Legacy Issues — Stephen Page, chief executive of Faber & Faber, writing at The Guardian:
Let’s deal with technological obsolescence. Media businesses are not technology businesses, but they can be particularly affected by technology shifts. I run a so-called legacy publishing house, Faber & Faber. Most of our business is based on licensing copyrights from writers and pursuing every avenue to find readers and create value for those writers. We are agnostic about how we do this. For our first 80 years, we could only do it through print formats (books); now we can do it through books, ebooks, online learning (through our Academy courses), digital publishing (such as the Waste Land app) and the web. Technology shifts have tended to result in greater opportunity, not less.

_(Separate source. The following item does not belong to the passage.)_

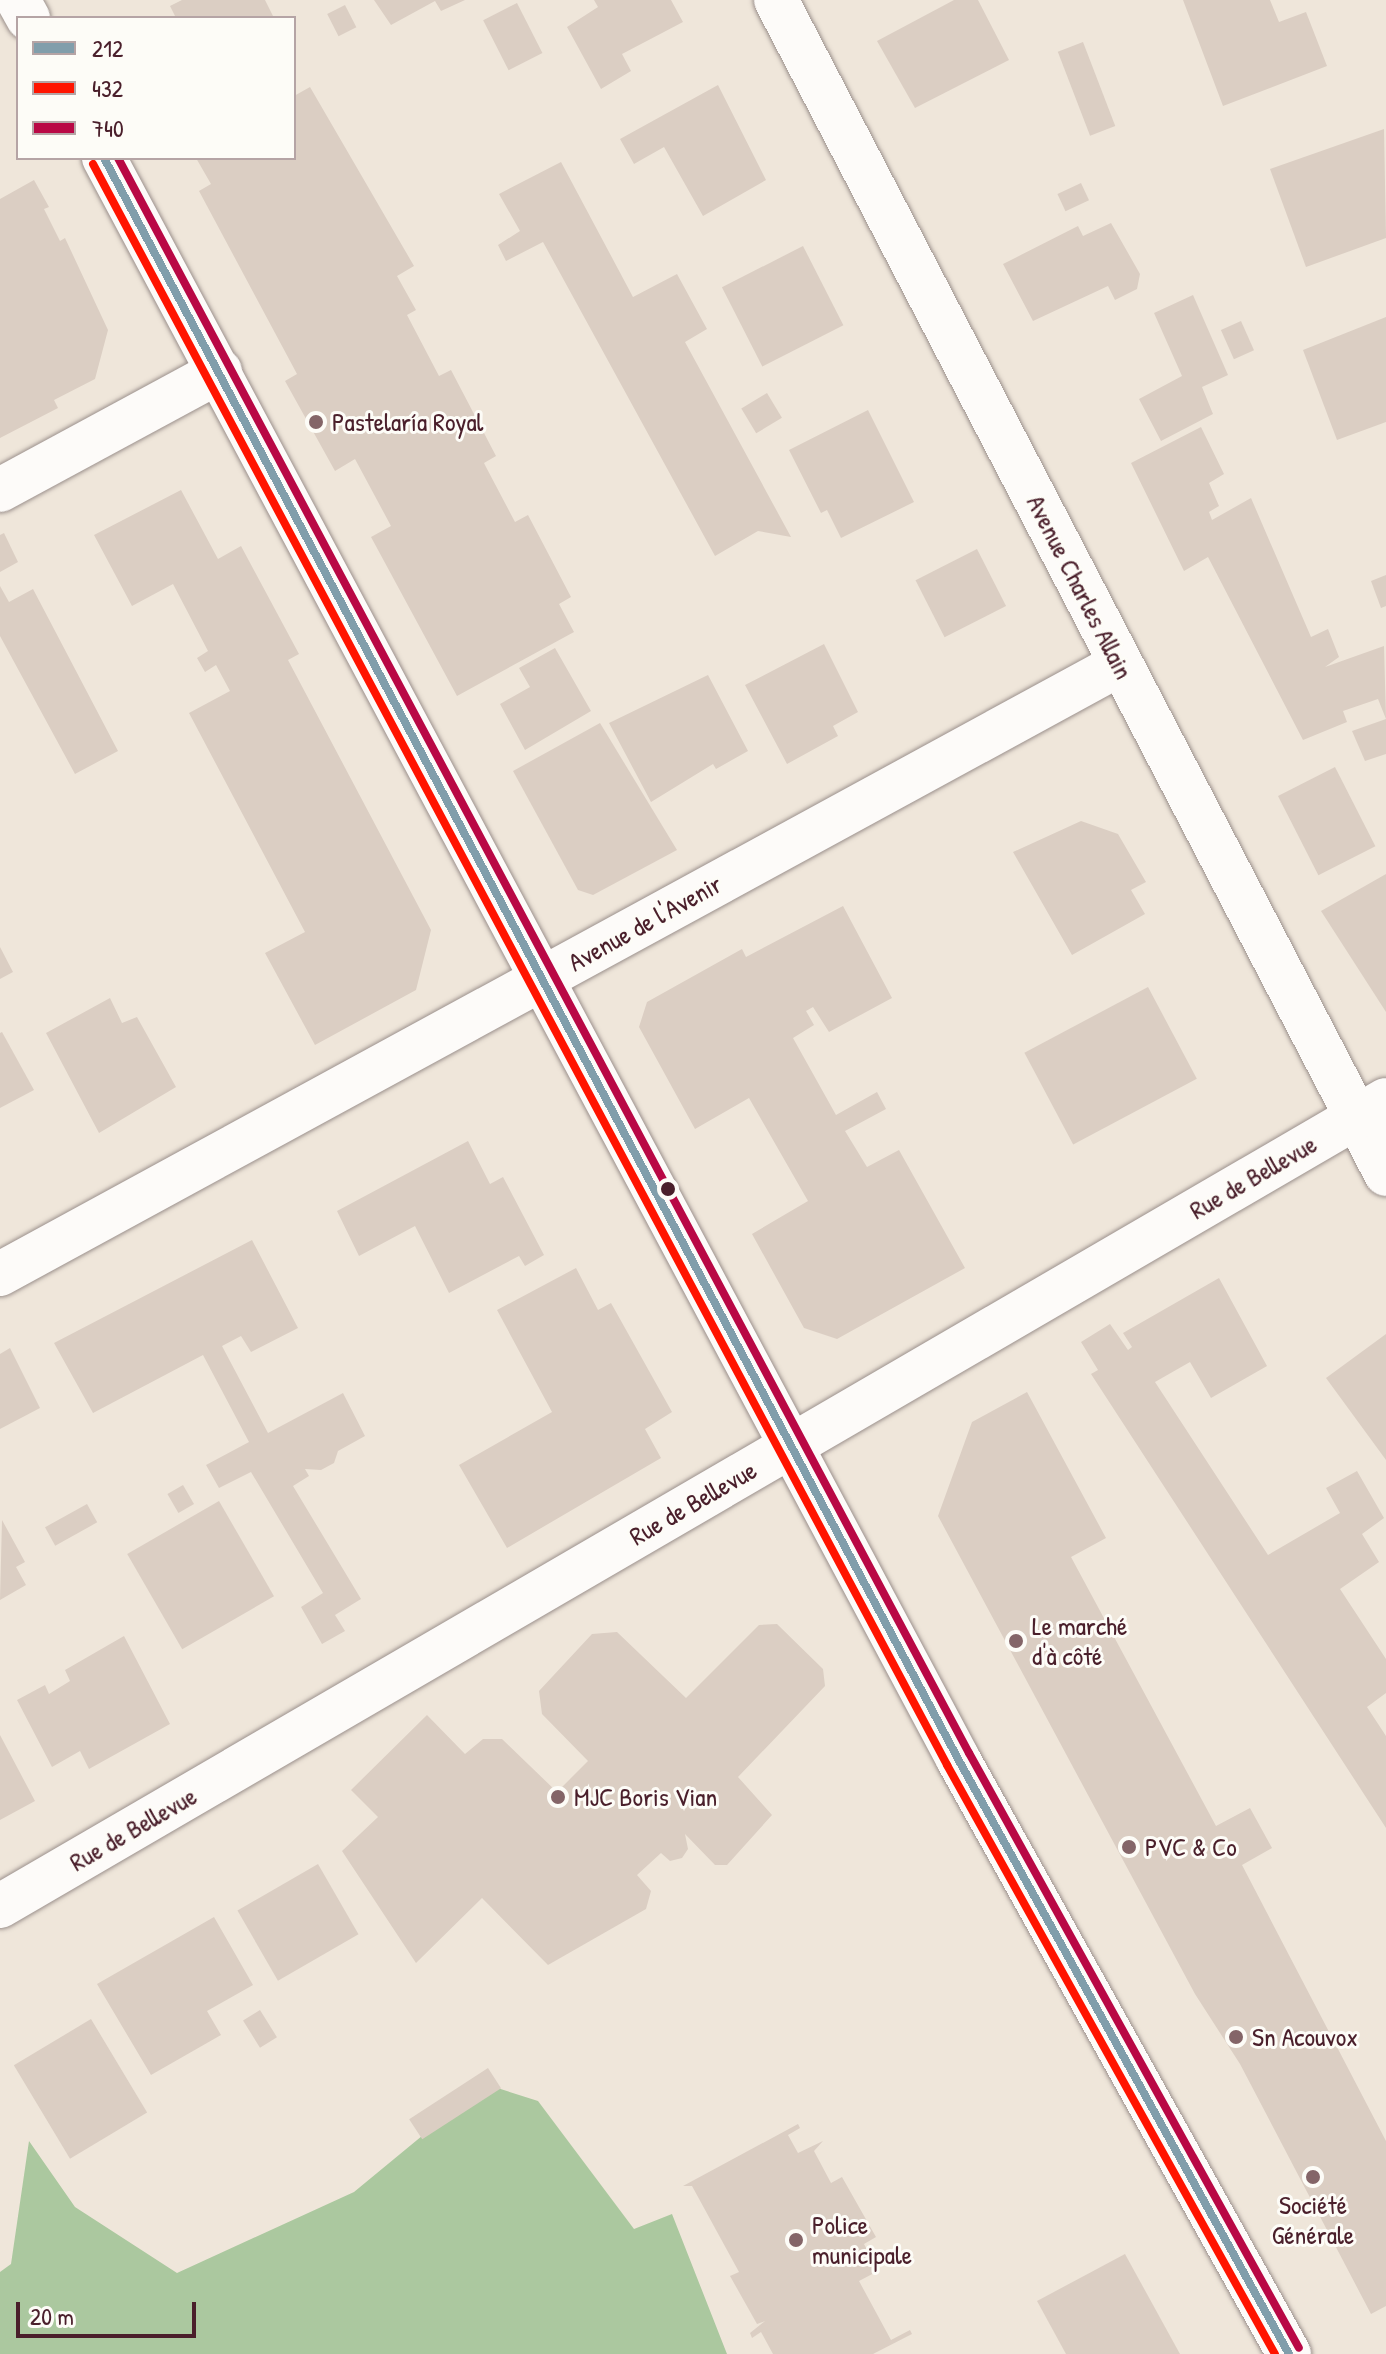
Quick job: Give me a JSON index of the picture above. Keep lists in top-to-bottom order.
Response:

Most interesting, perhaps, is the air of optimism—there is not the slightest whiff of gloom at the state of the book world. The internet, paradoxically, has made books “à la mode”, says Claude Blaizot of the Librarie August Blaizot in Paris, purveyor of first editions of “Tintin” and fantastically bound livres d’artiste. “It has brought people to books, and shown them booksellers they never would have known existed before,” he says. Clive Farahar, the Antiques Roadshow’s book specialist, agrees that technology has opened up the book trade, and made the world of books much more accessible to all. “It’s not just the dim little shop on the high street anymore,” he said. “We can learn so much now we never would have known before.”

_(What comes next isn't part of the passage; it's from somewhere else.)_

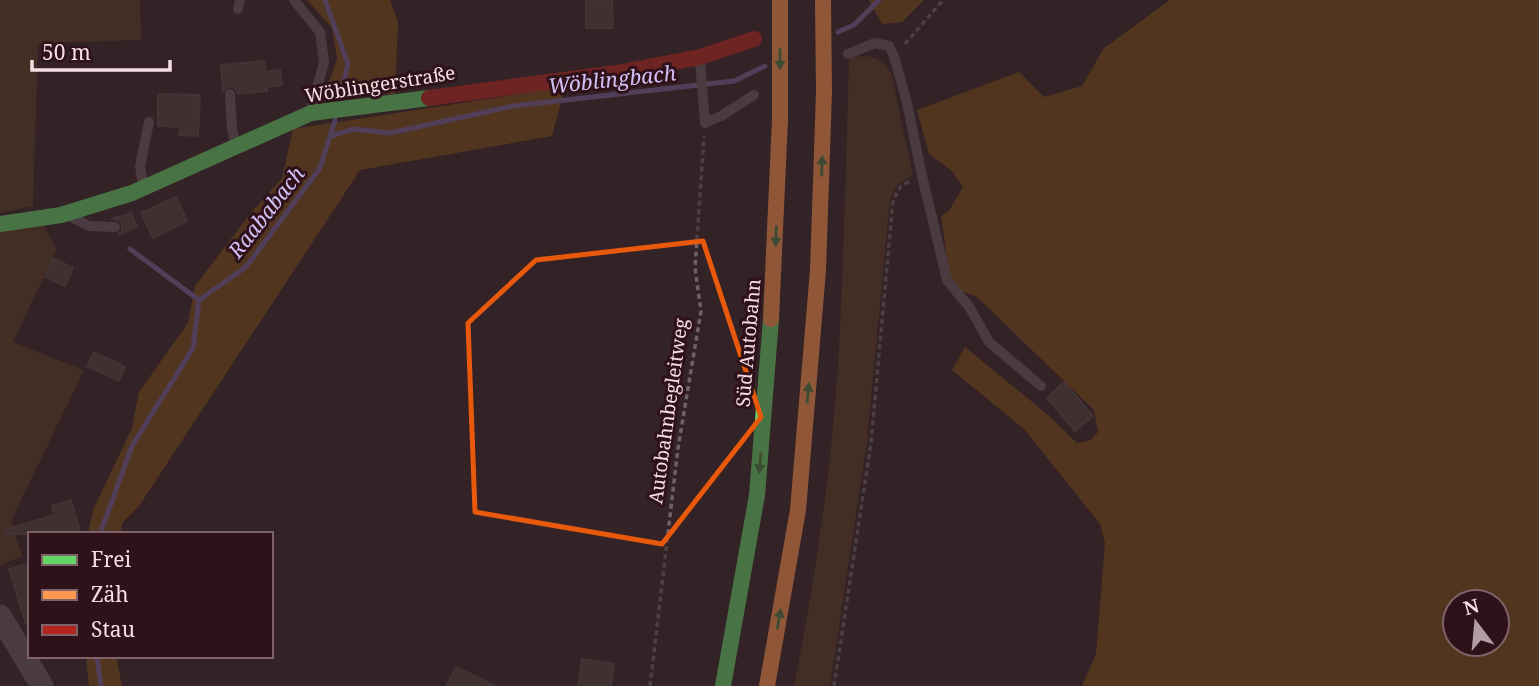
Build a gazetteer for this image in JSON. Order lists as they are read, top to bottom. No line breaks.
{"streets":{"main road":["Wöblingerstraße","Süd Autobahn"],"path":["Autobahnbegleitweg"]},"water":["Wöblingbach","Raababach"],"legend":["Frei","Zäh","Stau"],"scale_bar":"50 m","north":"top"}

Simplicity — A two-part interview with Apple designer Jonathan Ive at The Telegraph:
“Simplicity is not the absence of clutter, that’s a consequence of simplicity. Simplicity is somehow essentially describing the purpose and place of an object and product. The absence of clutter is just a clutter-free product. That’s not simple.”

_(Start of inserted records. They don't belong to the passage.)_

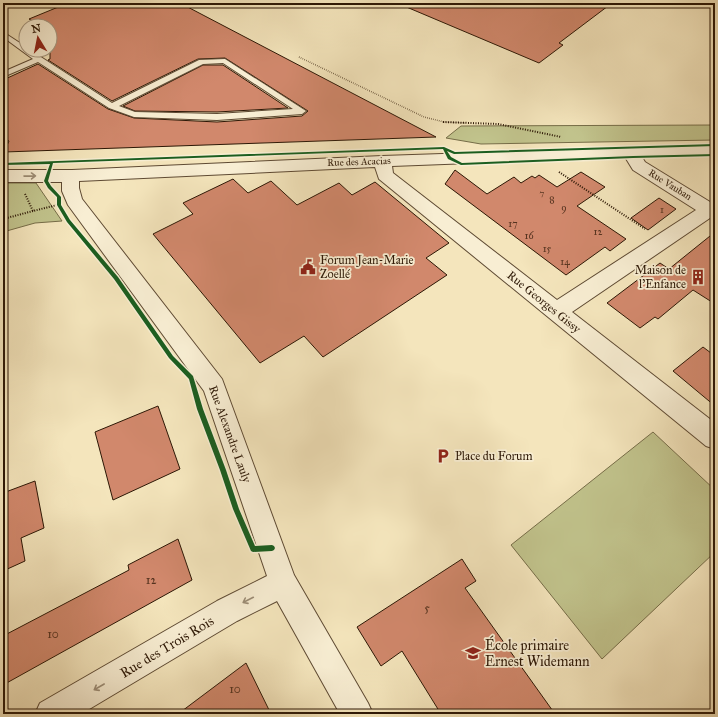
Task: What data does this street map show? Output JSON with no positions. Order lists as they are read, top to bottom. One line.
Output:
{"streets":{"street":["Rue des Acacias","Rue Vauban","Rue Georges Gissy","Rue Alexandre Lauly","Rue des Trois Rois"]},"crossings":[["Rue des Acacias","Rue Vauban"],["Rue des Acacias","Rue Georges Gissy"],["Rue des Acacias","Rue Alexandre Lauly"],["Rue Alexandre Lauly","Rue des Trois Rois"]],"one_way":["Rue des Trois Rois"],"places":{"public building":["Forum Jean-Marie Zoellé"],"building":["Maison de l'Enfance"],"parking":["Place du Forum"],"school or university":["École primaire Ernest Widemann"]},"house_numbers":["7","8","9","1","17","12","16","15","14","12","5","10","10"],"north":"top"}
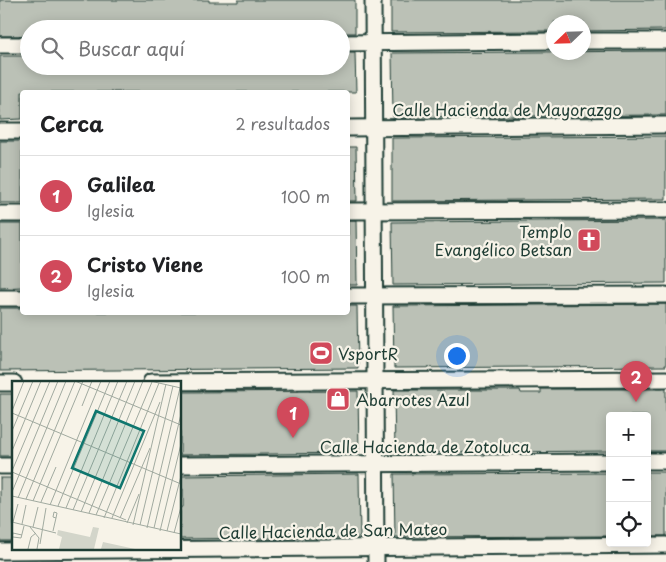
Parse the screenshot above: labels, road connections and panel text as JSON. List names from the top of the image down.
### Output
{
  "streets": {
    "street": ["Calle Hacienda de Mayorazgo", "Calle Hacienda de Zotoluca", "Calle Hacienda de San Mateo"]
  },
  "places": {
    "church": ["Templo Evangélico Betsan"],
    "sports": ["VsportR"],
    "shop": ["Abarrotes Azul"]
  },
  "north": "bottom left",
  "page": {
    "search": "Buscar aquí",
    "heading": ["Cerca", "2 resultados"],
    "list": [
      {
        "mark": "1",
        "name": "Galilea",
        "note": "Iglesia",
        "value": "100 m"
      },
      {
        "mark": "2",
        "name": "Cristo Viene",
        "note": "Iglesia",
        "value": "100 m"
      }
    ],
    "pins": ["2", "1"],
    "map_buttons": ["+", "−"]
  }
}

Daniel Clowes at wired.com:
“Digital seems like such a step back from a printed book… For me, the whole process involves envisioning this book in my head as I’m working. That is what I’m trying to create. That’s the work of art. That’s the sculpture I’m chipping away at, and when I’m finally done, I will arrive at that perfect 3-D object. The iPad version would be like a picture of the book, which doesn’t hold any interest at all for me. Even if I only had 10 readers, I’d rather do the book for them than for a million readers online.”